▶ [TASK DETAILS]
Report how many lines of the material contain the string "Andrés". Add nothing beyond the number.
*** AVAILABLE RECORDS Section Begins ***
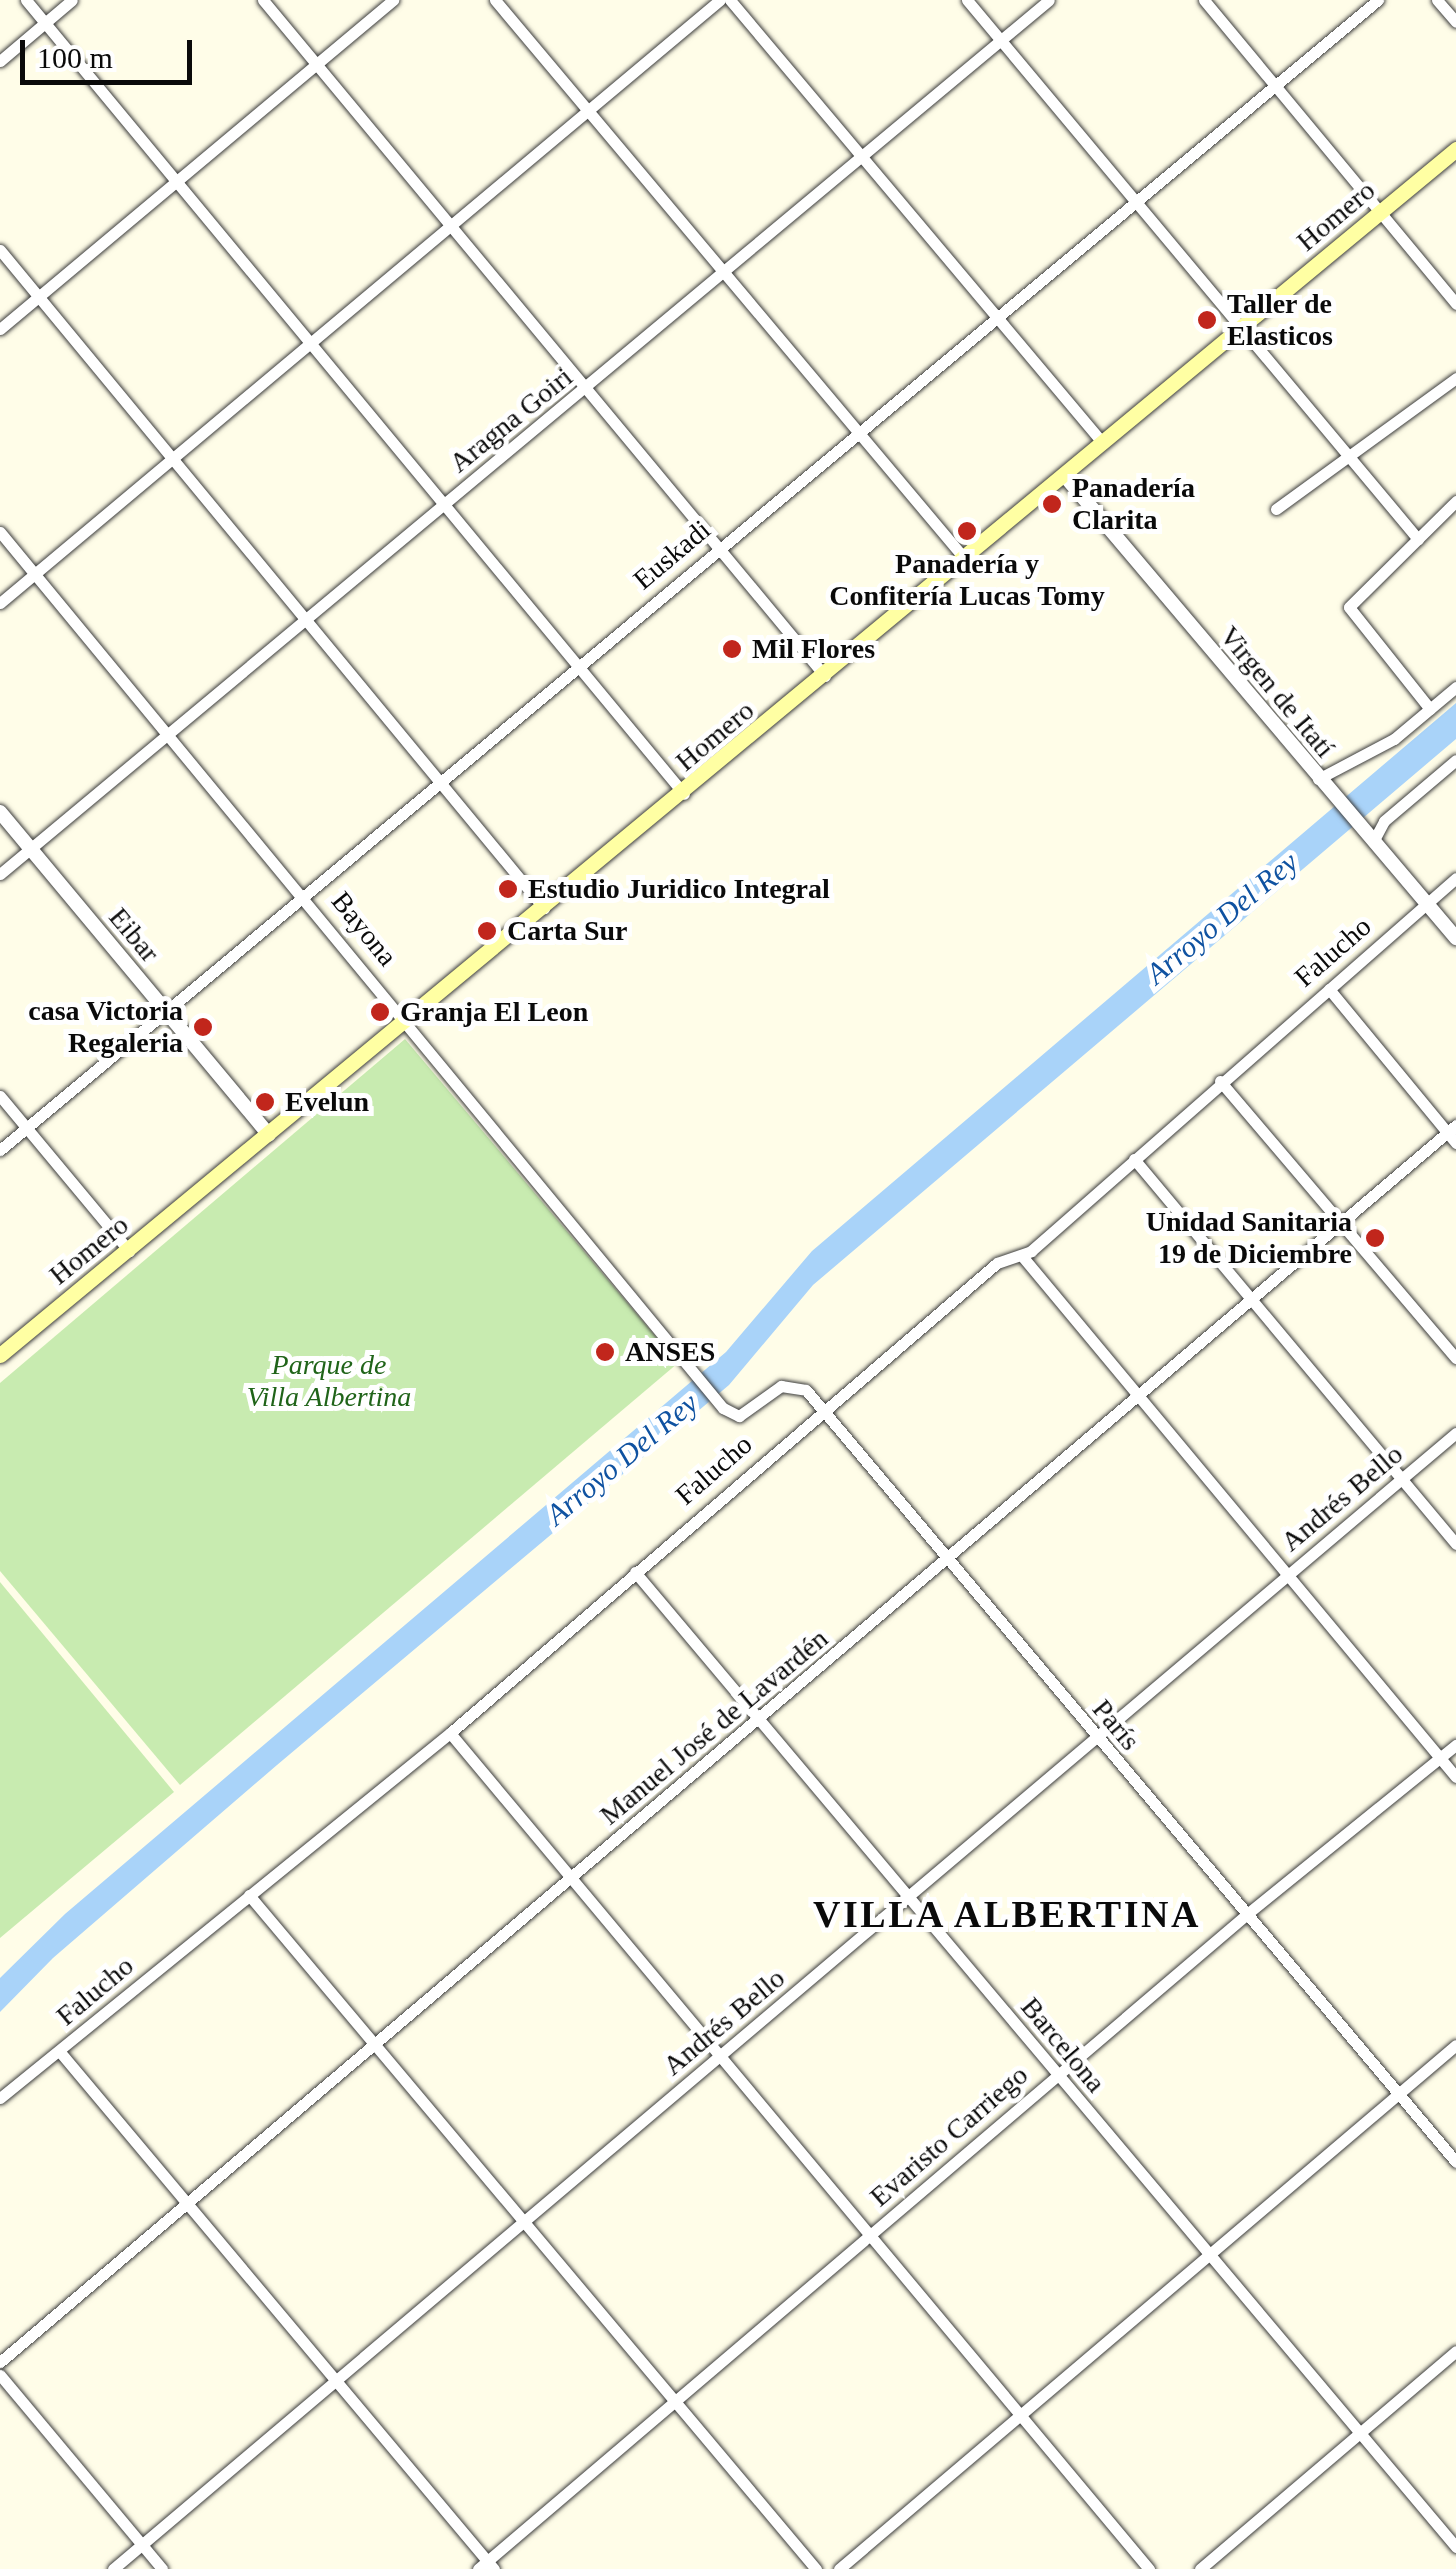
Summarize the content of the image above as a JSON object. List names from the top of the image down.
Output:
{
  "streets": {
    "main road": ["Homero"],
    "street": [
      "Aragna Goiri",
      "Euskadi",
      "Virgen de Itatí",
      "Bayona",
      "Eibar",
      "Falucho",
      "Andrés Bello",
      "París",
      "Manuel José de Lavardén",
      "Barcelona",
      "Evaristo Carriego"
    ]
  },
  "crossings": [
    ["Homero", "Virgen de Itatí"],
    ["Homero", "Bayona"],
    ["Homero", "Eibar"],
    ["Aragna Goiri", "Bayona"],
    ["Aragna Goiri", "Eibar"],
    ["Euskadi", "Bayona"],
    ["Euskadi", "Eibar"],
    ["Virgen de Itatí", "Falucho"],
    ["Bayona", "París"],
    ["Falucho", "París"],
    ["Falucho", "Barcelona"],
    ["Andrés Bello", "París"],
    ["Andrés Bello", "Barcelona"],
    ["París", "Manuel José de Lavardén"],
    ["París", "Evaristo Carriego"],
    ["Manuel José de Lavardén", "Barcelona"],
    ["Barcelona", "Evaristo Carriego"]
  ],
  "districts": ["VILLA ALBERTINA"],
  "water": ["Arroyo Del Rey"],
  "parks": ["Parque de Villa Albertina"],
  "places": [
    "Taller de Elasticos",
    "Panadería Clarita",
    "Panadería y Confitería Lucas Tomy",
    "Mil Flores",
    "Estudio Juridico Integral",
    "Carta Sur",
    "Granja El Leon",
    "casa Victoria Regaleria",
    "Evelun",
    "Unidad Sanitaria 19 de Diciembre",
    "ANSES"
  ],
  "scale_bar": "100 m"
}
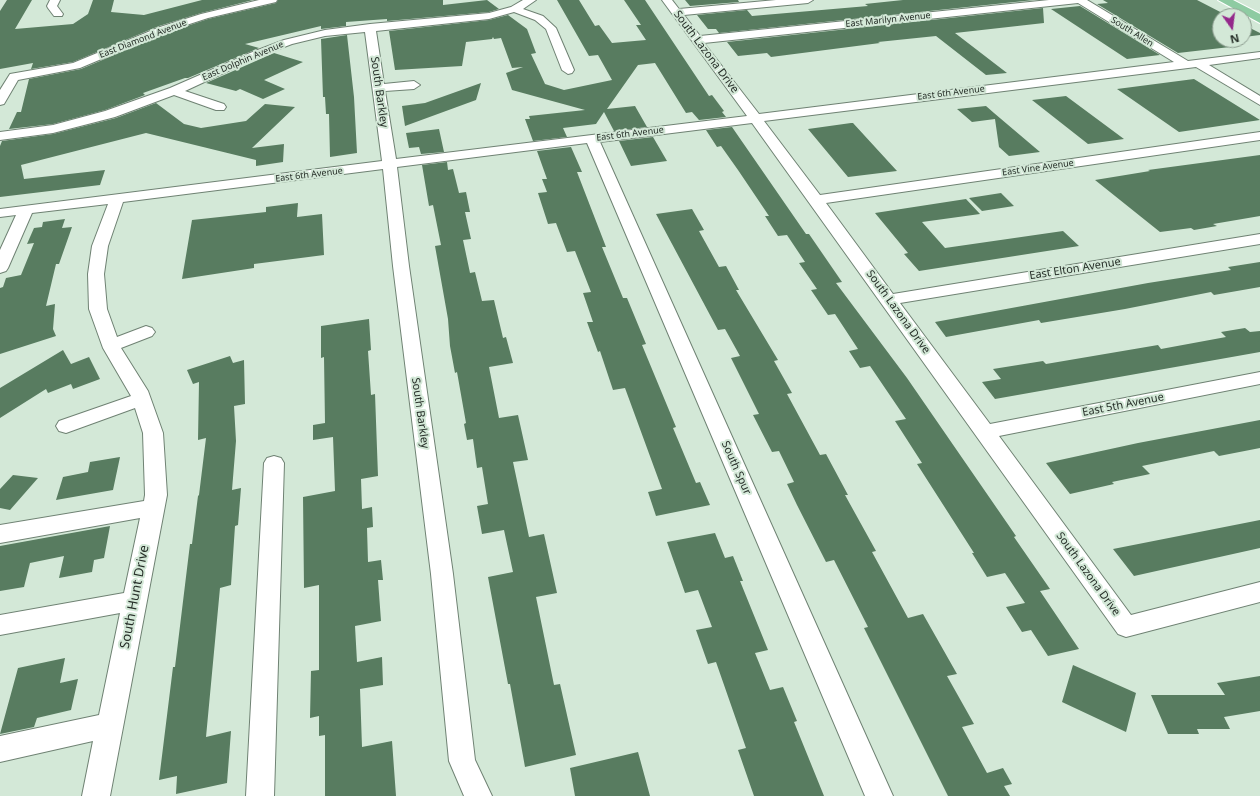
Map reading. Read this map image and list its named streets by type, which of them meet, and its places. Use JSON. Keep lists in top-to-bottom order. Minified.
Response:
{"streets":{"street":["East Marilyn Avenue","South Allen","East Diamond Avenue","South Lazona Drive","East Dolphin Avenue","South Barkley","East 6th Avenue","East Vine Avenue","East Elton Avenue","East 5th Avenue","South Spur","South Hunt Drive"]},"crossings":[["East Marilyn Avenue","South Allen"],["East Marilyn Avenue","South Lazona Drive"],["South Allen","East 6th Avenue"],["South Lazona Drive","East 6th Avenue"],["South Lazona Drive","East Vine Avenue"],["South Lazona Drive","East Elton Avenue"],["South Lazona Drive","East 5th Avenue"],["East Dolphin Avenue","South Barkley"],["South Barkley","East 6th Avenue"],["East 6th Avenue","South Spur"],["East 6th Avenue","South Hunt Drive"]],"north":"bottom"}
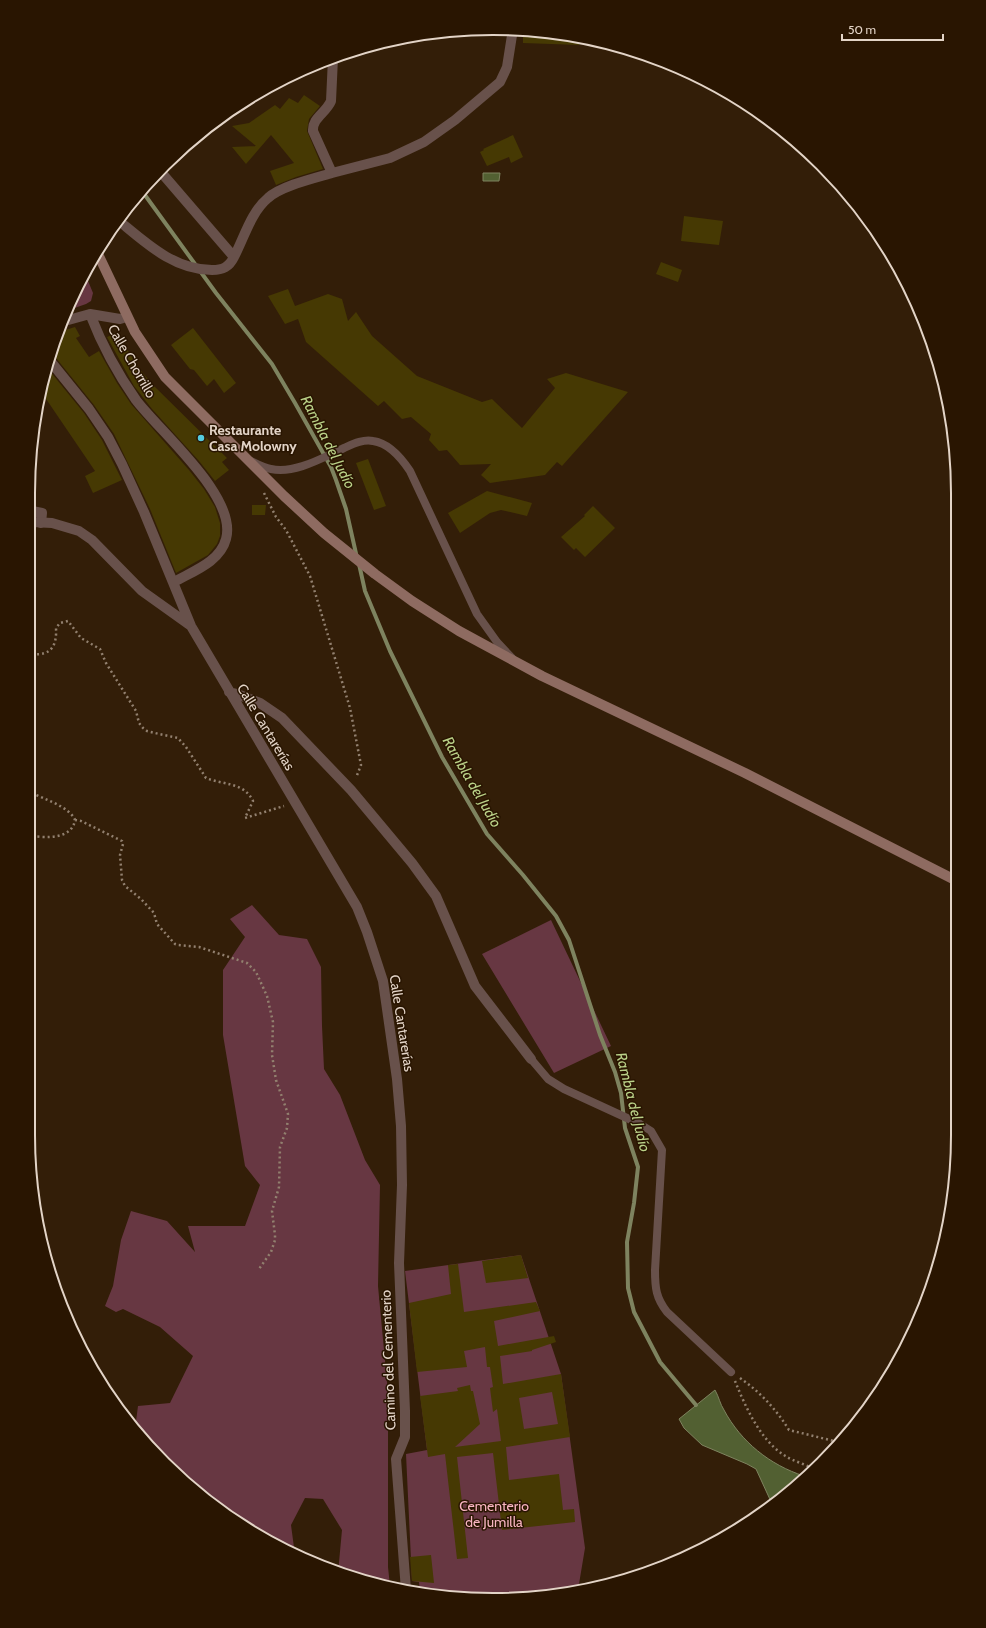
*** AVAILABLE RECORDS Section Ends ***
▶ [ANSWER TO THIS EXERCISE]
3